Python Wrapper Architecture

For a higher-level overview of how the Rust and Python code relate, how maturin and PyO3 fit in, and what builds what, see Project Layout.

GIL Release Strategy: Three-Phase Model

The Python wrapper implements a three-phase pattern for GIL management during every read_record() call:

Phase 1: Read bytes (GIL held)
Phase 2: Parse bytes (GIL RELEASED) ← Concurrent work happens here
Phase 3: Convert to Python object (GIL re-acquired)

Phase 1 (GIL held): - Acquire raw record bytes from source - Python file object: via Python read() method - File path: via Rust std::fs::File (no GIL overhead) - Bytes: already in memory (no I/O) - Duration: Very short (I/O cached in kernel)

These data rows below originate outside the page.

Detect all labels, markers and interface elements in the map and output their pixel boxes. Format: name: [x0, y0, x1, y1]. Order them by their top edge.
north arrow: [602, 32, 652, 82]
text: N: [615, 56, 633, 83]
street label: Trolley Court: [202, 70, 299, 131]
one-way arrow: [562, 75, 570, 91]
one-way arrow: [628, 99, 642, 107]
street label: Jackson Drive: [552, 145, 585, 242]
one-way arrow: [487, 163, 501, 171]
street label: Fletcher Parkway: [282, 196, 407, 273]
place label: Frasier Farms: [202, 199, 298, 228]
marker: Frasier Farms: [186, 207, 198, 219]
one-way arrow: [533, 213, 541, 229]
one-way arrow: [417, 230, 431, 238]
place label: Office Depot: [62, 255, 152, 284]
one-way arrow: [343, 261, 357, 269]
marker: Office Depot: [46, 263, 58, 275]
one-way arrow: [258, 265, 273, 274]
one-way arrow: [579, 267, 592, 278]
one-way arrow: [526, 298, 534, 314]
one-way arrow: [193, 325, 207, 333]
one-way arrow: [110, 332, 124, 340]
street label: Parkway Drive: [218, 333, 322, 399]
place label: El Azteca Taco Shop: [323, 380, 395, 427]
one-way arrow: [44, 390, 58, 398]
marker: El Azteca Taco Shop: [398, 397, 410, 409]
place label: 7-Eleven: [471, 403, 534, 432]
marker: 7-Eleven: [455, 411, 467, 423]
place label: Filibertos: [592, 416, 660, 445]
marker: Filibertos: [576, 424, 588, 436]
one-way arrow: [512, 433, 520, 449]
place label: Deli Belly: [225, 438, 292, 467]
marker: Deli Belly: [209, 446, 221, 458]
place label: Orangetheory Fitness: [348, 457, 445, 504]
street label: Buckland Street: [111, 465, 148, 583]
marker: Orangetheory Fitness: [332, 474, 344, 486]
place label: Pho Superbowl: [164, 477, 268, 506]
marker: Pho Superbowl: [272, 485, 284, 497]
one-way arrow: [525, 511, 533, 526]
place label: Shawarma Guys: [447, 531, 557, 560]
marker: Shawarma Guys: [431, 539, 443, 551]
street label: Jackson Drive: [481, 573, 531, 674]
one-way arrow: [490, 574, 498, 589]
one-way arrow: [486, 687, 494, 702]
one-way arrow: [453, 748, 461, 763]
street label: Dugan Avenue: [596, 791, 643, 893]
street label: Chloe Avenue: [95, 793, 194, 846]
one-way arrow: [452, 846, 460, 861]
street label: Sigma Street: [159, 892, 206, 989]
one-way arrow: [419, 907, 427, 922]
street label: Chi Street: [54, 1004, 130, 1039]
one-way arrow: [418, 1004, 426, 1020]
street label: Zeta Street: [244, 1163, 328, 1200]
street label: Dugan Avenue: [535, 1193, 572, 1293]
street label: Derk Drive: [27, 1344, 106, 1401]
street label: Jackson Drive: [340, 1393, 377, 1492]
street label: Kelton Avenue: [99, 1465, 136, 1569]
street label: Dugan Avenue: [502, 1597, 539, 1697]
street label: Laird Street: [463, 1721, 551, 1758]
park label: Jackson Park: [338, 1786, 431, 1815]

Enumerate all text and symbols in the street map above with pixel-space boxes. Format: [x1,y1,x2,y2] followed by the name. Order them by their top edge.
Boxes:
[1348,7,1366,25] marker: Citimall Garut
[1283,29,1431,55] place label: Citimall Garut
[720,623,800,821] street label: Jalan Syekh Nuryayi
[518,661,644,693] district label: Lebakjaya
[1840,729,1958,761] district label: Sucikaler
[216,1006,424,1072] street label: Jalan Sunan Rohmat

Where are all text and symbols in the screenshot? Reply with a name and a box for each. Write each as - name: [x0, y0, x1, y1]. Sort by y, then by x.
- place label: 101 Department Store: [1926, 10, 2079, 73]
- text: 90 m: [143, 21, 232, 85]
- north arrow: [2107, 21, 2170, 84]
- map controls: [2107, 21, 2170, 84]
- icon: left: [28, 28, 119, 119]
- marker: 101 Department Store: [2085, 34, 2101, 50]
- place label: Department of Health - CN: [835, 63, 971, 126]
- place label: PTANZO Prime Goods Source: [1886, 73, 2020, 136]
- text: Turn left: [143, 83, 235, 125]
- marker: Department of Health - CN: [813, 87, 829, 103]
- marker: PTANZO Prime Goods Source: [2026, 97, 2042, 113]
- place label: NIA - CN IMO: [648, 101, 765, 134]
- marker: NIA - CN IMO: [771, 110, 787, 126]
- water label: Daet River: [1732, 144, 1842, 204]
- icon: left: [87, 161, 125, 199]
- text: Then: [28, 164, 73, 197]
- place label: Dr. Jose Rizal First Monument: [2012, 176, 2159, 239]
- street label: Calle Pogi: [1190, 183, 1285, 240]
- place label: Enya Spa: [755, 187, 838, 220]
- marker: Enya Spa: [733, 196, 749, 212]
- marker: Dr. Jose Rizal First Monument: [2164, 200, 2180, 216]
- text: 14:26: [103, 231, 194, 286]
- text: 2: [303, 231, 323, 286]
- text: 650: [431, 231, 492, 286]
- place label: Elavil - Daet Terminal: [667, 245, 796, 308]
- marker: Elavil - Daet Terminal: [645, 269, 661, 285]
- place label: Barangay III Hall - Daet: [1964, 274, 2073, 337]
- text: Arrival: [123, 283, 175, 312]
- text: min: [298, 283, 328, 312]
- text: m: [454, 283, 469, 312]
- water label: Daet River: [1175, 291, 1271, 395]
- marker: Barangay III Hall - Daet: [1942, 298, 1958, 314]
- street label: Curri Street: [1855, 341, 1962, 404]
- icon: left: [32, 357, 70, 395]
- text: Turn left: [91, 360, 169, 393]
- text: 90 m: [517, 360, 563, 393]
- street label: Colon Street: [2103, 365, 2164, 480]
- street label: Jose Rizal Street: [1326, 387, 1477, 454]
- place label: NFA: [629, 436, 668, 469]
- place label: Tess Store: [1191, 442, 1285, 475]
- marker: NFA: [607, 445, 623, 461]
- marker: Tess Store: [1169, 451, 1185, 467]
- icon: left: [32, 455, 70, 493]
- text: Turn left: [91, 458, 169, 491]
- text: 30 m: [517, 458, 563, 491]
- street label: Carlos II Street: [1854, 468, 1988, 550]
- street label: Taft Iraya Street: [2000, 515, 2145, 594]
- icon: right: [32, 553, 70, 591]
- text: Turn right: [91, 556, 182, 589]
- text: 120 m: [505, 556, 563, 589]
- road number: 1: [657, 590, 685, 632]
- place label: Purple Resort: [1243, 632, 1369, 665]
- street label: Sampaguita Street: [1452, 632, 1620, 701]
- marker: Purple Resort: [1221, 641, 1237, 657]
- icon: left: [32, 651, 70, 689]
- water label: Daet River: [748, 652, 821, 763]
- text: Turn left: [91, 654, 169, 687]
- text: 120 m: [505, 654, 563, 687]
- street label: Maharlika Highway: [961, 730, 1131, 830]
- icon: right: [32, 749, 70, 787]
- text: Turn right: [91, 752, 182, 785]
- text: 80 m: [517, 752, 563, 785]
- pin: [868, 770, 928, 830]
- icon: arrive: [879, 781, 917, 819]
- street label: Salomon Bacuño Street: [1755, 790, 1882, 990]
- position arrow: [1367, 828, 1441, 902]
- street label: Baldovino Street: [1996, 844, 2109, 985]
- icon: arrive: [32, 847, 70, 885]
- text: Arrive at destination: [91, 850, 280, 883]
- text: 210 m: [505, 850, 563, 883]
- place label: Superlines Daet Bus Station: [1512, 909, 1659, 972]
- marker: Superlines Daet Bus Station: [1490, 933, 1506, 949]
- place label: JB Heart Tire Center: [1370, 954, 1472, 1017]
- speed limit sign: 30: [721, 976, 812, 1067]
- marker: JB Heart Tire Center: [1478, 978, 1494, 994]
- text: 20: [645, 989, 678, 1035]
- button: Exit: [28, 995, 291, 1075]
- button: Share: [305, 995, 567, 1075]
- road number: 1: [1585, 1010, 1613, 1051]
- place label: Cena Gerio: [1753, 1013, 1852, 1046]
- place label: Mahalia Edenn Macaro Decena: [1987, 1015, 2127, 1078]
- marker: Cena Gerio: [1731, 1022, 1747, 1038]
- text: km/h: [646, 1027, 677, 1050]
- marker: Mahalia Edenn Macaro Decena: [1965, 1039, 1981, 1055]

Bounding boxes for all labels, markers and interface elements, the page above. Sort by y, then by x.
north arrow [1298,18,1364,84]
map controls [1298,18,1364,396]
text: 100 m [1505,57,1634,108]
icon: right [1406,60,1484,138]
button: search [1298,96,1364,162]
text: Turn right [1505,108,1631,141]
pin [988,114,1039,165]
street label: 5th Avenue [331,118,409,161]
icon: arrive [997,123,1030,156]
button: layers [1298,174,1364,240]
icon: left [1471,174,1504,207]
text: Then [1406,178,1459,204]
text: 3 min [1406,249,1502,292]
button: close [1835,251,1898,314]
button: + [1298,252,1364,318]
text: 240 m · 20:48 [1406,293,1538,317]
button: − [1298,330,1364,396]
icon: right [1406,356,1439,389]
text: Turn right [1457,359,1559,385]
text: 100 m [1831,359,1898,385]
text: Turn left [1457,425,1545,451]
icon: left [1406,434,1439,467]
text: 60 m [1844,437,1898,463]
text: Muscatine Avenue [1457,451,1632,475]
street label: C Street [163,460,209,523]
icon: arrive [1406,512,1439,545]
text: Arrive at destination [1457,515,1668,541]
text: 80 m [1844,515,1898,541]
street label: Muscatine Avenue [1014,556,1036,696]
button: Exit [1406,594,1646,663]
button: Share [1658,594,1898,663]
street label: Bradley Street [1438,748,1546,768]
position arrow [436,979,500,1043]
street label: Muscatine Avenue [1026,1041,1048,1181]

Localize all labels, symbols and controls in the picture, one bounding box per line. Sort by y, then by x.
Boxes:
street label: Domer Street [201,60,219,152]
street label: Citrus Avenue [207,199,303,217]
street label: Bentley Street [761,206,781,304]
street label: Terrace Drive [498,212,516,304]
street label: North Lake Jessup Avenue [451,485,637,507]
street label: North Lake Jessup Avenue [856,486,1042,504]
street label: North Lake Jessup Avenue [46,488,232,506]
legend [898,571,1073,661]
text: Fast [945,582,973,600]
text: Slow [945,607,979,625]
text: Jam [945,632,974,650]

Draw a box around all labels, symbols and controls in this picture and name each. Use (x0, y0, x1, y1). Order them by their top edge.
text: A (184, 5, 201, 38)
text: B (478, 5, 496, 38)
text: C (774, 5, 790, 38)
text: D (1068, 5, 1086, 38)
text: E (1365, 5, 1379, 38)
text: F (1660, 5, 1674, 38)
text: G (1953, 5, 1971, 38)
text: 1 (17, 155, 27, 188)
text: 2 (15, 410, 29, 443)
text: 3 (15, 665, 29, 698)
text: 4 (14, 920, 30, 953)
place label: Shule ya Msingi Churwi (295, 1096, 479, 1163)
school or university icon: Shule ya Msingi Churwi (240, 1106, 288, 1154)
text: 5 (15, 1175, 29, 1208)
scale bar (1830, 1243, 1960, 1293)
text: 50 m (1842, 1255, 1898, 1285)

Phase 2 (GIL released): - Parse record bytes to MARC structure (CPU-intensive work) - Uses py.detach() (PyO3 0.23+) to explicitly release GIL - Creates Rust ParseError without Python objects - SmallVec buffer handles most records inline - Duration: ~90% of total parse time - Result: Multiple threads can parse concurrently

Phase 3 (GIL re-acquired): - Convert Rust ParseError to Python exception (if needed) - Convert Rust Record to Python PyRecord - Return to caller - Duration: Negligible (quick object construction)

Why GIL Release Matters

The Python GIL (Global Interpreter Lock) serializes all Python bytecode execution. Without GIL release during parsing:

Without GIL Release (current state of pure pymarc):

Thread 1: Read bytes (GIL) → Parse (GIL) → Convert (GIL)
Thread 2: Waiting... → Waiting... → Waiting...
Result: Threading provides no speedup (1.0x)

With GIL Release (pymrrc):

Thread 1: Read (GIL) → Parse (GIL RELEASED) → Convert
Thread 2:                Read (GIL) → Parse (GIL RELEASED) → Convert
Result: Threads parse in parallel (3.74x on 4 cores)

The key insight: parsing is CPU-intensive but doesn't need Python objects, so releasing the GIL enables true parallelism.

Single-threaded benefit: Even without multiple threads, Rust parsing is simply faster (~4x vs pymarc).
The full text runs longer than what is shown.